Your Total Daily Energy Expenditure (TDEE) is the number of calories your body needs to maintain its current weight, factoring in your activity level. It is calculated as:

TDEE = BMR × Activity Multiplier

Activity Multipliers:

  • Sedentary: ×1.2
  • Lightly Active: ×1.375
  • Moderately Active: ×1.55
  • Very Active: ×1.725
  • Extremely Active: ×1.9

Example (Male, Moderately Active):

\[ \text{TDEE} = 1667.5 \times 1.55 = 2584.625 \, \text{calories/day} \]

Example (Female, Lightly Active):

\[ \text{TDEE} = 1372.5 \times 1.375 = 1886.09375 \, \text{calories/day} \]

Calorie Deficit for Weight Loss

To lose weight, you need to consume fewer calories than your TDEE. A deficit of 500–1000 calories/day is generally recommended for healthy weight loss, resulting in approximately 0.5–1 kg (1–2 lbs) of weight loss per week.

Calories for Weight Loss = TDEE - Calorie Deficit

Example:

If your TDEE is 2585 calories and you aim for a 500-calorie deficit:

\[ \text{Calories for Weight Loss} = 2585 - 500 = 2085 \, \text{calories/day} \]

Time Frame Calculation

To estimate the time required to reach your goal weight:

Calculate the total weight to lose:

Weight to Lose = Current Weight - Goal Weight

Calculate weekly weight loss based on your calorie deficit.

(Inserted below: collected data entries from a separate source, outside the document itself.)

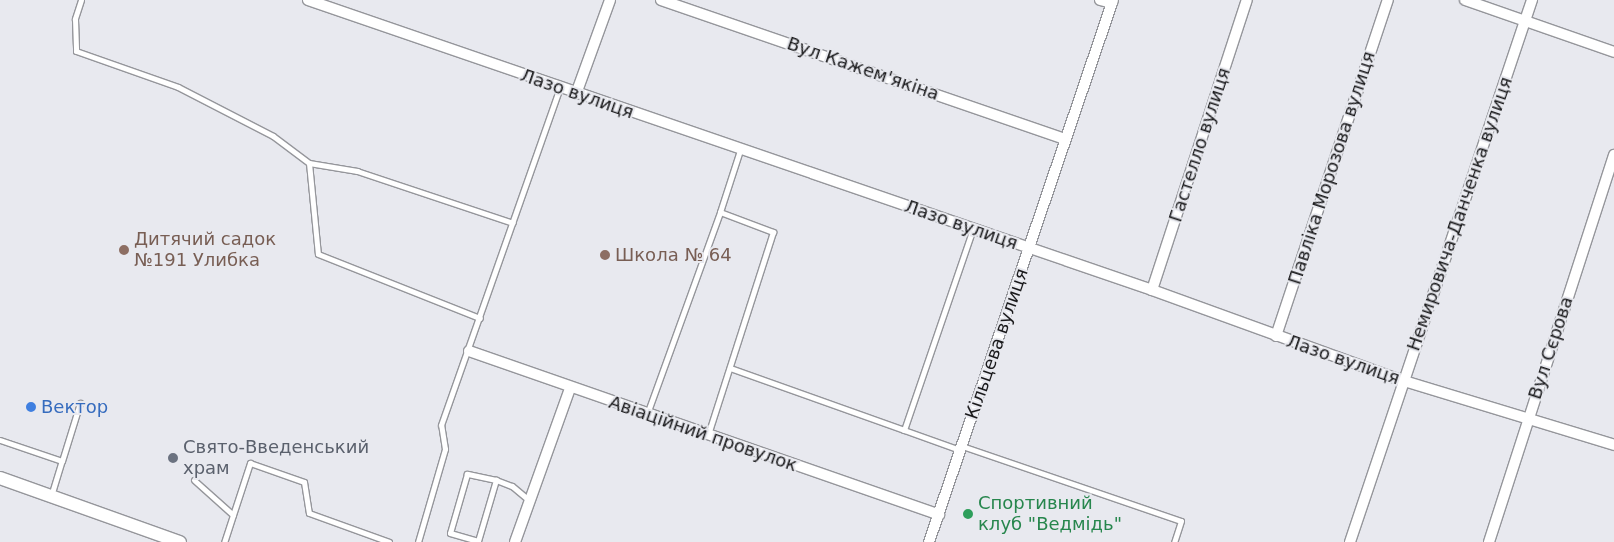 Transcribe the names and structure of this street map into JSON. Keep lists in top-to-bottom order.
{
  "streets": {
    "street": [
      "Вул Кажем'якіна",
      "Лазо вулиця",
      "Гастелло вулиця",
      "Павліка Морозова вулиця",
      "Немировича-Данченка вулиця",
      "Кільцева вулиця",
      "Вул Сєрова",
      "Авіаційний провулок"
    ]
  },
  "crossings": [
    ["Вул Кажем'якіна", "Кільцева вулиця"],
    ["Лазо вулиця", "Гастелло вулиця"],
    ["Лазо вулиця", "Павліка Морозова вулиця"],
    ["Лазо вулиця", "Немировича-Данченка вулиця"],
    ["Лазо вулиця", "Кільцева вулиця"],
    ["Лазо вулиця", "Вул Сєрова"],
    ["Кільцева вулиця", "Авіаційний провулок"]
  ],
  "places": [
    "Дитячий садок №191 Улибка",
    "Школа № 64",
    "Вектор",
    "Свято-Введенський храм",
    "Спортивний клуб \"Ведмідь\""
  ]
} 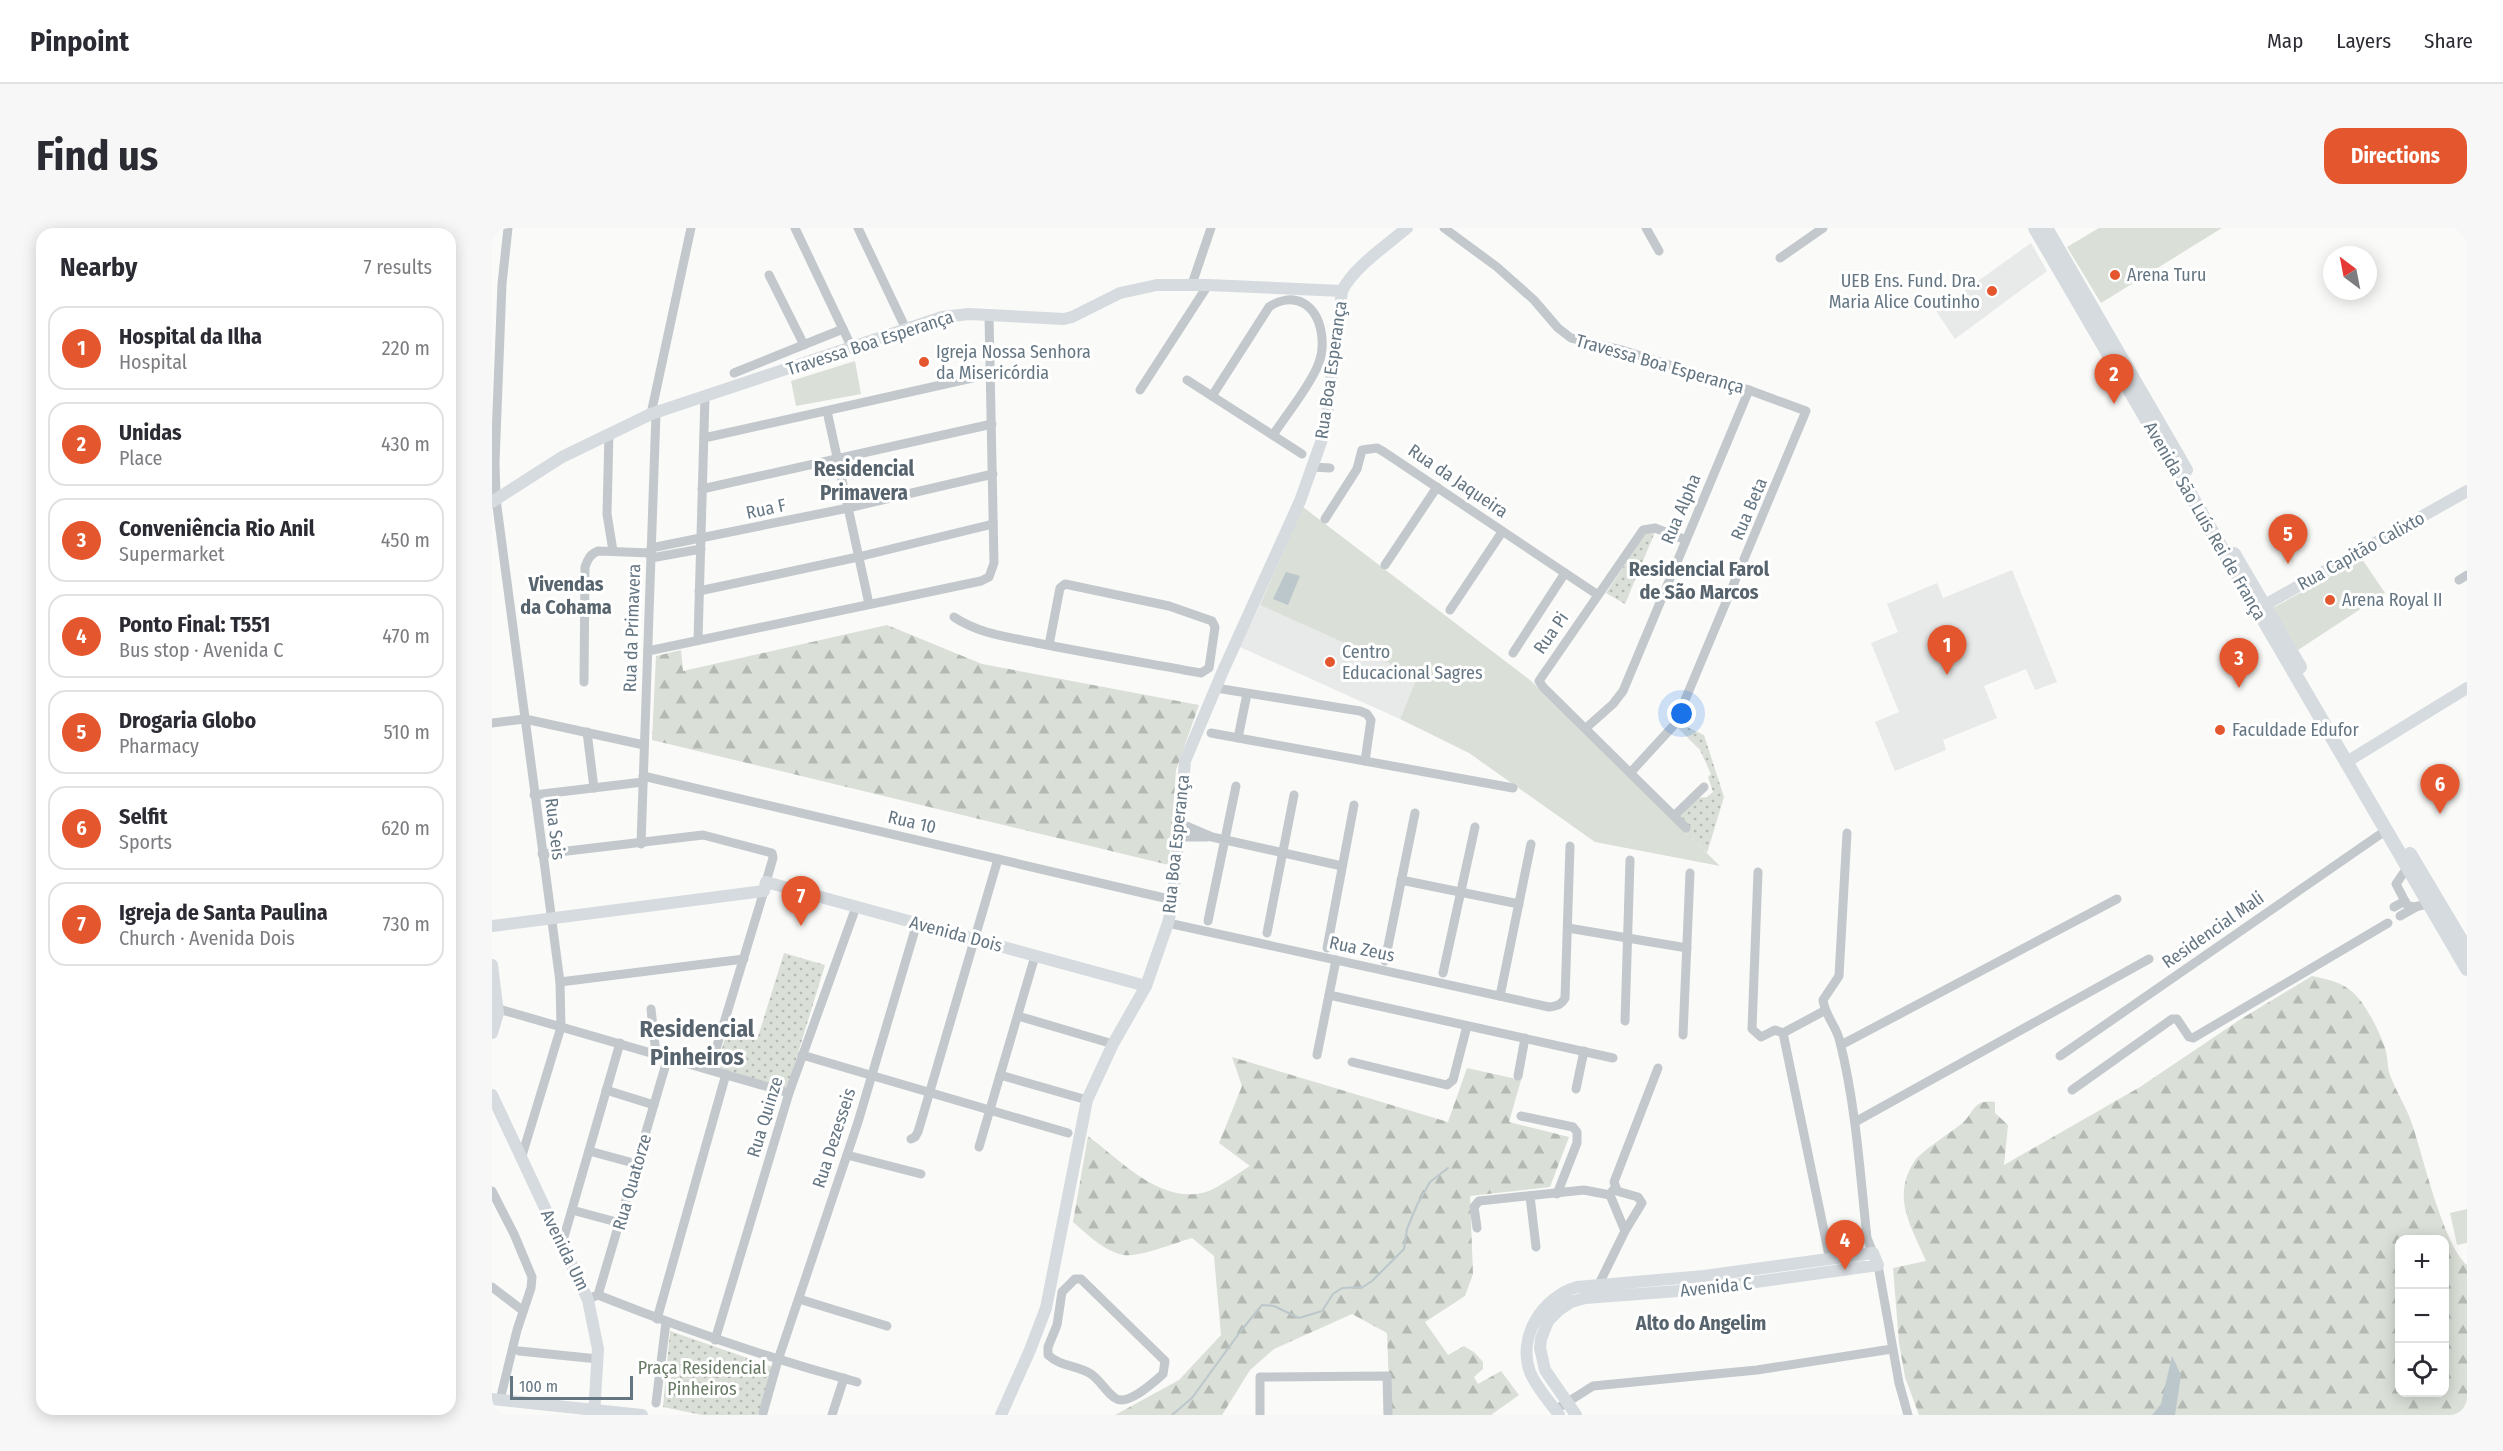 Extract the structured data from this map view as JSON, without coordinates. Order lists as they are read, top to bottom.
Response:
{
  "streets": {
    "main road": ["Avenida São Luís Rei de França"],
    "street": [
      "Travessa Boa Esperança",
      "Rua Boa Esperança",
      "Rua da Jaqueira",
      "Rua F",
      "Rua Alpha",
      "Rua Beta",
      "Rua Capitão Calixto",
      "Rua da Primavera",
      "Rua Pi",
      "Rua 10",
      "Rua Seis",
      "Residencial Mali",
      "Avenida Dois",
      "Rua Zeus",
      "Rua Quinze",
      "Rua Dezesseis",
      "Rua Quatorze",
      "Avenida Um",
      "Avenida C"
    ]
  },
  "crossings": [
    ["Travessa Boa Esperança", "Rua Boa Esperança"],
    ["Travessa Boa Esperança", "Rua Alpha"],
    ["Travessa Boa Esperança", "Rua Beta"],
    ["Travessa Boa Esperança", "Rua da Primavera"],
    ["Travessa Boa Esperança", "Rua Seis"],
    ["Rua Boa Esperança", "Rua 10"],
    ["Rua Boa Esperança", "Avenida Dois"],
    ["Rua Boa Esperança", "Rua Zeus"],
    ["Rua da Jaqueira", "Rua Pi"],
    ["Rua F", "Rua da Primavera"],
    ["Rua Alpha", "Rua Pi"],
    ["Rua Beta", "Rua Pi"],
    ["Avenida São Luís Rei de França", "Rua Capitão Calixto"],
    ["Avenida São Luís Rei de França", "Residencial Mali"],
    ["Rua da Primavera", "Rua 10"],
    ["Rua 10", "Rua Seis"],
    ["Rua Seis", "Avenida Dois"],
    ["Rua Seis", "Avenida Um"],
    ["Avenida Dois", "Rua Quinze"],
    ["Avenida Dois", "Rua Dezesseis"],
    ["Rua Quatorze", "Avenida Um"]
  ],
  "districts": [
    "Residencial Primavera",
    "Residencial Farol de São Marcos",
    "Vivendas da Cohama",
    "Residencial Pinheiros",
    "Alto do Angelim"
  ],
  "parks": ["Praça Residencial Pinheiros"],
  "places": [
    "Arena Turu",
    "UEB Ens. Fund. Dra. Maria Alice Coutinho",
    "Igreja Nossa Senhora da Misericórdia",
    "Arena Royal II",
    "Centro Educacional Sagres",
    "Faculdade Edufor"
  ],
  "scale_bar": "100 m",
  "north": "top left",
  "page": {
    "header": "Pinpoint",
    "nav": ["Map", "Layers", "Share"],
    "buttons": "Directions",
    "title": "Find us",
    "heading": ["Nearby", "7 results"],
    "list": [
      {
        "mark": "1",
        "name": "Hospital da Ilha",
        "note": "Hospital",
        "value": "220 m"
      },
      {
        "mark": "2",
        "name": "Unidas",
        "note": "Place",
        "value": "430 m"
      },
      {
        "mark": "3",
        "name": "Conveniência Rio Anil",
        "note": "Supermarket",
        "value": "450 m"
      },
      {
        "mark": "4",
        "name": "Ponto Final: T551",
        "note": "Bus stop · Avenida C",
        "value": "470 m"
      },
      {
        "mark": "5",
        "name": "Drogaria Globo",
        "note": "Pharmacy",
        "value": "510 m"
      },
      {
        "mark": "6",
        "name": "Selfit",
        "note": "Sports",
        "value": "620 m"
      },
      {
        "mark": "7",
        "name": "Igreja de Santa Paulina",
        "note": "Church · Avenida Dois",
        "value": "730 m"
      }
    ],
    "pins": [
      "2",
      "5",
      "1",
      "3",
      "6",
      "7",
      "4"
    ],
    "map_buttons": ["+", "−"],
    "scale": "100 m"
  }
}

Divide the total weight to lose by the weekly weight loss rate.

Example:

Current Weight: 70 kg

Goal Weight: 65 kg

Weekly Weight Loss: 0.5 kg

\[ \text{Time Frame} = \frac{\text{Weight to Lose}}{\text{Weekly Weight Loss}} = \frac{5}{0.5} = 10 \, \text{weeks} \]

FAQS

What is BMR?

BMR stands for Basal Metabolic Rate, which is the number of calories your body burns at rest to maintain vital functions like breathing and circulation.

What is TDEE?

TDEE stands for Total Daily Energy Expenditure, which includes your BMR plus the calories burned through physical activity.

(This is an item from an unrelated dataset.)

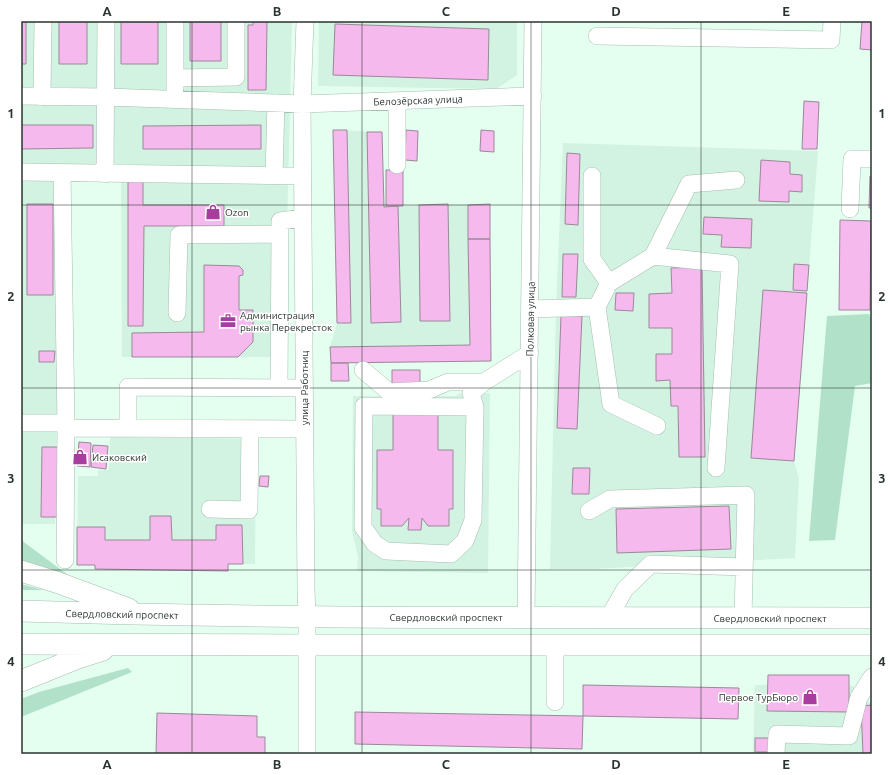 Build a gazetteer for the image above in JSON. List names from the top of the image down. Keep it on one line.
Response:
{"streets":{"main road":["Свердловский проспект"],"street":["Белозёрская улица","Полковая улица","улица Работниц"]},"crossings":[["Белозёрская улица","Полковая улица"],["Белозёрская улица","улица Работниц"],["Полковая улица","Свердловский проспект"],["улица Работниц","Свердловский проспект"]],"places":{"shop":["Ozon","Исаковский","Первое ТурБюро"],"office":["Администрация рынка Перекресток"]},"grid":{"columns":["A","B","C","D","E"],"rows":["1","2","3","4"]}}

How accurate is the Mifflin-St Jeor Equation?

The Mifflin-St Jeor Equation is one of the most accurate methods for estimating BMR, but individual variations like genetics and body composition may affect results.

How much weight can I safely lose per week?

Most health professionals recommend losing 0.5–1 kg (1–2 lbs) per week to avoid muscle loss and health issues.

Can I lose weight without exercise?

Yes, weight loss is primarily about maintaining a calorie deficit. However, exercise can improve overall health and help preserve muscle mass during weight loss.

Is it safe to lose weight quickly?

Rapid weight loss can lead to muscle loss, nutritional deficiencies, and other health risks. A gradual approach is safer and more sustainable.